* [GOAL OF THE EXERCISE]: Using the data below, determine the number of lines that include the string "улица". Write only that number.

SOURCE MATERIAL below:

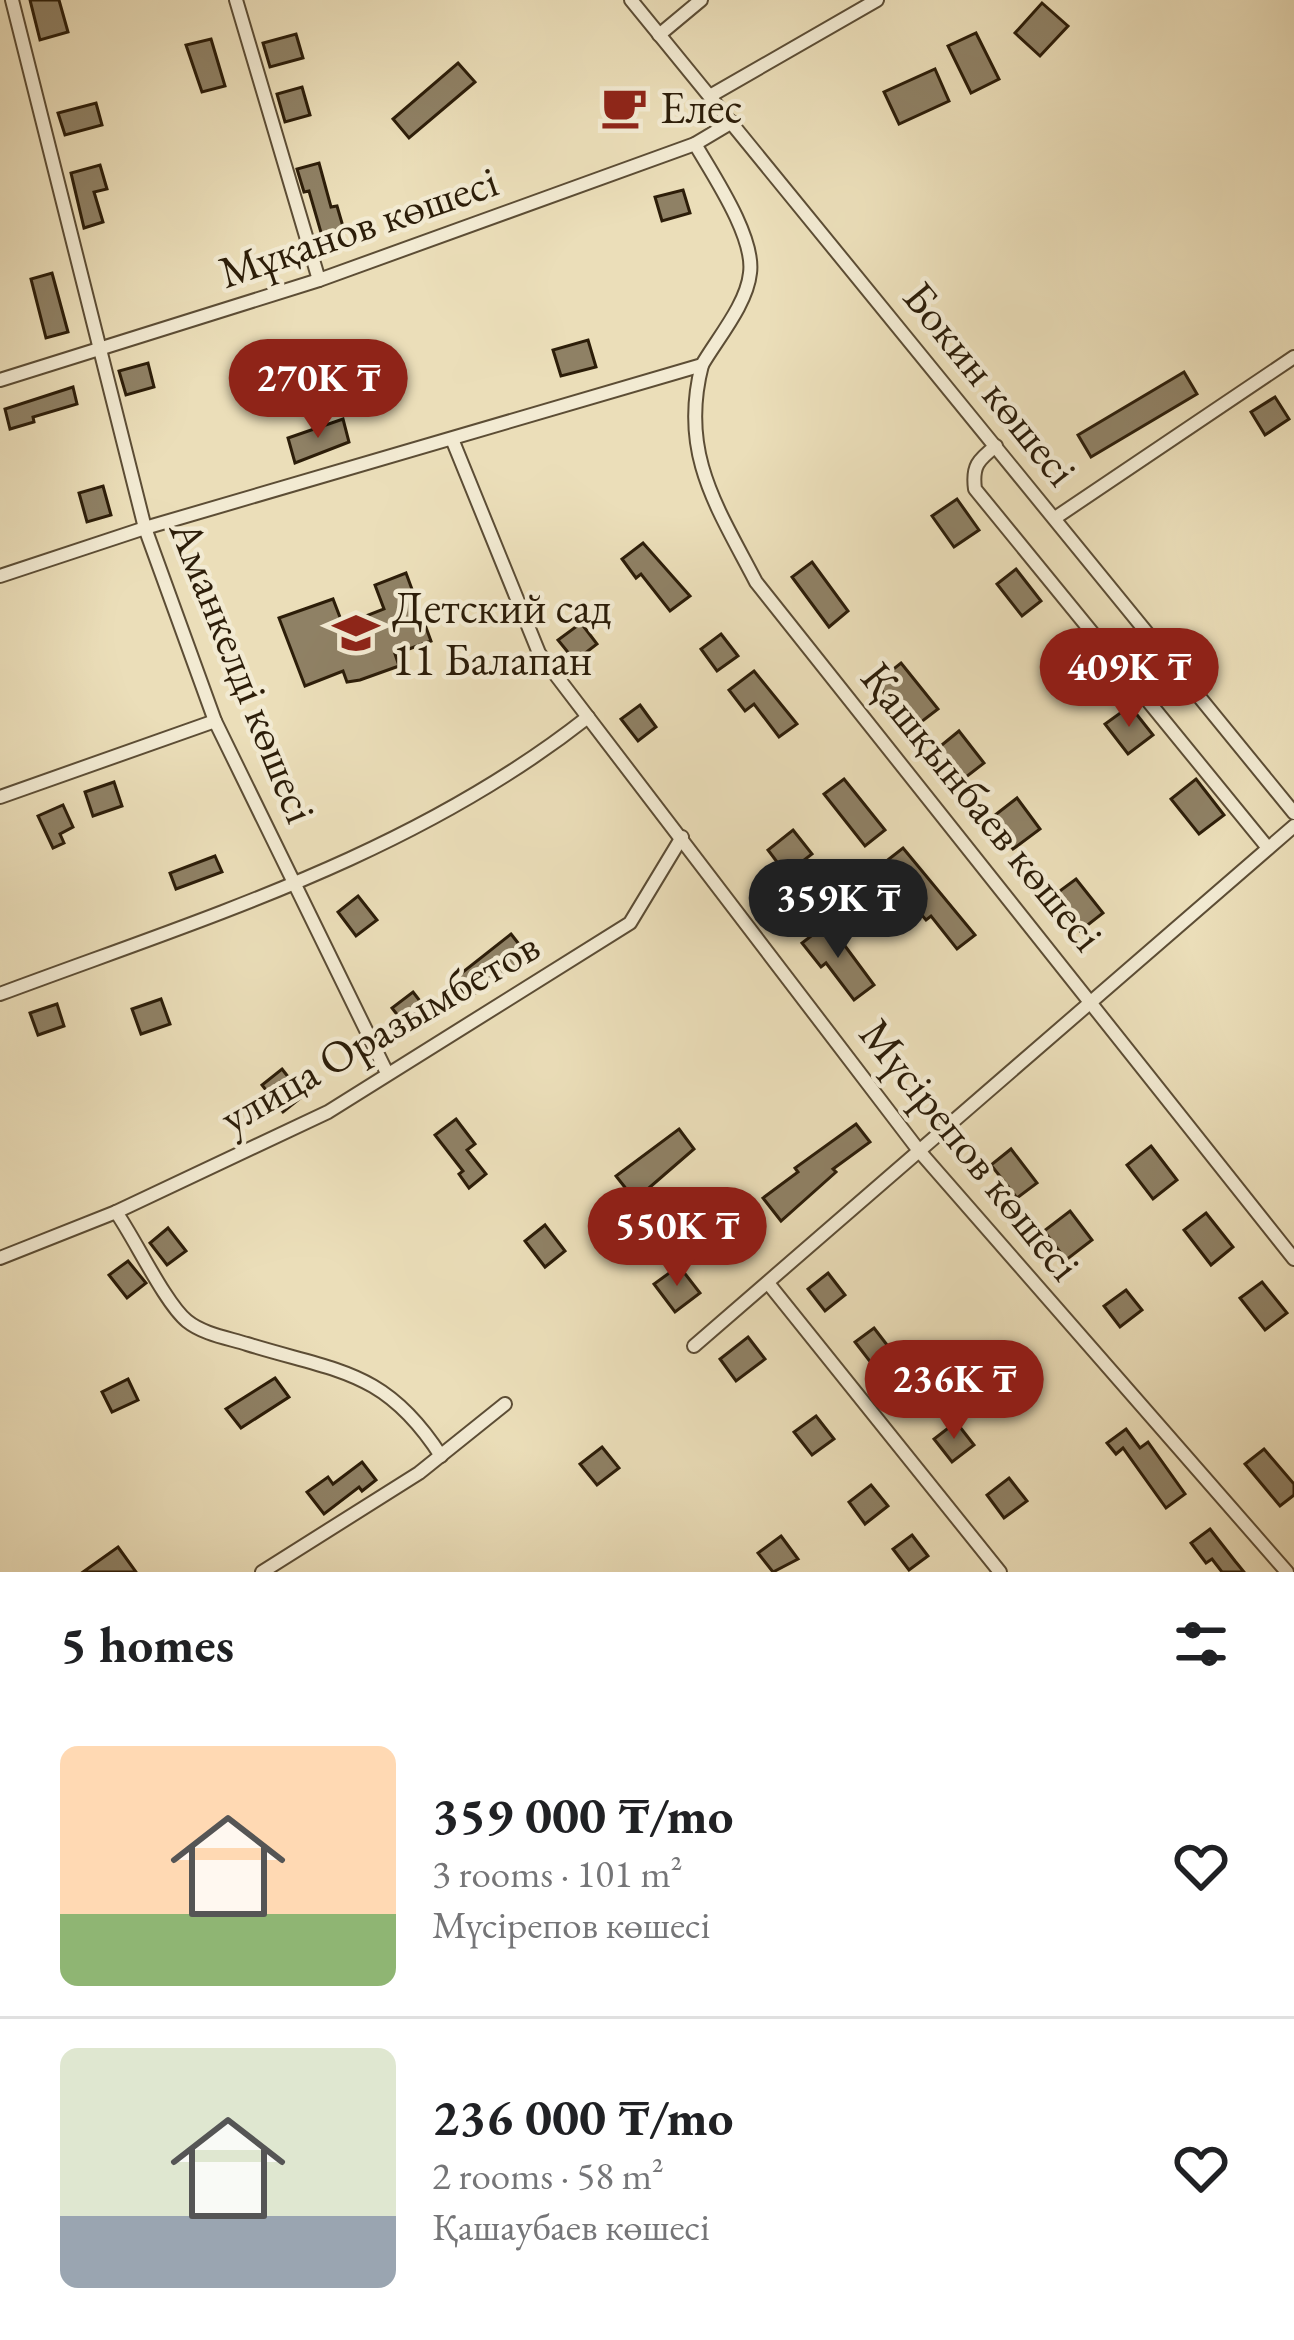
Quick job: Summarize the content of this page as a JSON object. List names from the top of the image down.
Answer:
{
  "streets": {
    "street": [
      "Мұқанов көшесі",
      "Бокин көшесі",
      "Аманкелді көшесі",
      "Қашқынбаев көшесі",
      "улица Оразымбетов",
      "Мүсірепов көшесі"
    ]
  },
  "crossings": [
    ["Мұқанов көшесі", "Бокин көшесі"],
    ["Мұқанов көшесі", "Аманкелді көшесі"],
    ["Аманкелді көшесі", "улица Оразымбетов"],
    ["улица Оразымбетов", "Мүсірепов көшесі"]
  ],
  "places": {
    "cafe": ["Елес"],
    "school or university": ["Детский сад 11 Балапан"]
  },
  "page": {
    "price": [
      "270K ₸",
      "409K ₸",
      "359K ₸",
      "550K ₸",
      "236K ₸"
    ],
    "heading": "5 homes",
    "list": [
      {
        "name": "359 000 ₸/mo",
        "note": "3 rooms · 101 m² · Мүсірепов көшесі"
      },
      {
        "name": "236 000 ₸/mo",
        "note": "2 rooms · 58 m² · Қашаубаев көшесі"
      }
    ]
  }
}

End of SOURCE MATERIAL.

* [REPLY]: 3